Task | Find and copy each line of the listing below that has the word "Gilzerbaan" in it.
------------------------------------
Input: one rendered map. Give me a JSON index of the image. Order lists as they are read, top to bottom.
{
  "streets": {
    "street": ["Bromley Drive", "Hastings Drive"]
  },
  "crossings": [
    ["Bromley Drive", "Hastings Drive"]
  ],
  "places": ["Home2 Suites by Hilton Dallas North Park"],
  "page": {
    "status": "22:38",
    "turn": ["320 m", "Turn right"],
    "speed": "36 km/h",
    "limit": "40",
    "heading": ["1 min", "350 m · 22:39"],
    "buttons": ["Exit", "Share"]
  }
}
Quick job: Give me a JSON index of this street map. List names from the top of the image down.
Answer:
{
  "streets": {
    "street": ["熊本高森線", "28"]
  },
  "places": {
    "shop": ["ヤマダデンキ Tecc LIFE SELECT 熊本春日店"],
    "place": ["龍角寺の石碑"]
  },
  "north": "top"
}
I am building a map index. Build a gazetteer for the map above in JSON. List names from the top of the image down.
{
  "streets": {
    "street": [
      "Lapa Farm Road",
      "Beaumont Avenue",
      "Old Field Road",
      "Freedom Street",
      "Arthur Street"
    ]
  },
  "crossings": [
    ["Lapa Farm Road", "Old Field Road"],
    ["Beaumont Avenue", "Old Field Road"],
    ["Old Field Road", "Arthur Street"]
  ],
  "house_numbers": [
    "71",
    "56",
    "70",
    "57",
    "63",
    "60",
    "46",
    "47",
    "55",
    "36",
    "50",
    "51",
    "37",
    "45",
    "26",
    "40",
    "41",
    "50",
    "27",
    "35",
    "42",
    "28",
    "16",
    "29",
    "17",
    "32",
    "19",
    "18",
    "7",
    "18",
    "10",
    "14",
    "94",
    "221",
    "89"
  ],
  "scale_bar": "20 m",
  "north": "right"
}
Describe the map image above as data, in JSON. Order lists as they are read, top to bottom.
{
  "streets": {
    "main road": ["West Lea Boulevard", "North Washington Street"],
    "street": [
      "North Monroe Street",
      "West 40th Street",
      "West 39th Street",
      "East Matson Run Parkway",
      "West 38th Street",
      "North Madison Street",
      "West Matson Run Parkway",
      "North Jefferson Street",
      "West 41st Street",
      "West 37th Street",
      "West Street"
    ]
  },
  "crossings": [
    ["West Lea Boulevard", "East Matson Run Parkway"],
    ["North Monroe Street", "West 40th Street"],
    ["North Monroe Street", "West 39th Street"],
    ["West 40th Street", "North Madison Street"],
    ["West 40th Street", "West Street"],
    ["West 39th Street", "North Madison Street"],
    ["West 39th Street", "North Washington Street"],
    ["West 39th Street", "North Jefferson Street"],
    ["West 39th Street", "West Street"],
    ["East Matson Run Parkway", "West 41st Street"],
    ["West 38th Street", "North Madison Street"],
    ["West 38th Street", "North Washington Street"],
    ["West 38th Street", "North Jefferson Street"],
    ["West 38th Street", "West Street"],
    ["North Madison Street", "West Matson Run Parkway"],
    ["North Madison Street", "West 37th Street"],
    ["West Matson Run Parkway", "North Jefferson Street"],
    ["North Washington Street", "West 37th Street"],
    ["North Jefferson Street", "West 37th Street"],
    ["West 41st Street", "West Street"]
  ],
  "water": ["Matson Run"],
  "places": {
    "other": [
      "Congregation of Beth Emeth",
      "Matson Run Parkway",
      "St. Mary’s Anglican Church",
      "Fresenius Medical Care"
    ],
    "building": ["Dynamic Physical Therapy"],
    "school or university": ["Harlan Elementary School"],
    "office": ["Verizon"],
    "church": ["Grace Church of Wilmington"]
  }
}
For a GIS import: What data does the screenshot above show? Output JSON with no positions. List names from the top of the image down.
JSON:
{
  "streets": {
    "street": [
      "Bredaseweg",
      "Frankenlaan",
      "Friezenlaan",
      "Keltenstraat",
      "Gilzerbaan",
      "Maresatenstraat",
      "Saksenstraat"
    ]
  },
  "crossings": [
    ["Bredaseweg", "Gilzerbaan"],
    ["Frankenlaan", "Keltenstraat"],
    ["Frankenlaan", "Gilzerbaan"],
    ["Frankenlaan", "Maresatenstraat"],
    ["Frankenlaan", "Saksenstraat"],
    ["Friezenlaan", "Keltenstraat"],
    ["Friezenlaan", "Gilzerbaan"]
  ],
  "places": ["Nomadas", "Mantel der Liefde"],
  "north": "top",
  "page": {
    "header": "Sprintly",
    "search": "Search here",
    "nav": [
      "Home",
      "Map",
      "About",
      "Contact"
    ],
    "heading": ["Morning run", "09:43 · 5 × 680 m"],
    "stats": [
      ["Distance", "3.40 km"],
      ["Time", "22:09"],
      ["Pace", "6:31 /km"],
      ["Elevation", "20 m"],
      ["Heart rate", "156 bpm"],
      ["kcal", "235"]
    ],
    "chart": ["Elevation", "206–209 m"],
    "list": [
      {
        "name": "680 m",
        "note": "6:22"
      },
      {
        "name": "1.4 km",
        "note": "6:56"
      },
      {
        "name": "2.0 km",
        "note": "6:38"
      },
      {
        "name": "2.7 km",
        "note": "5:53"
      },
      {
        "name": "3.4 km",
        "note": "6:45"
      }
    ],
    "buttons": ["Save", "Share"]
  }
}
------------------------------------
Your solution |
      "Gilzerbaan",
    ["Bredaseweg", "Gilzerbaan"],
    ["Frankenlaan", "Gilzerbaan"],
    ["Friezenlaan", "Gilzerbaan"]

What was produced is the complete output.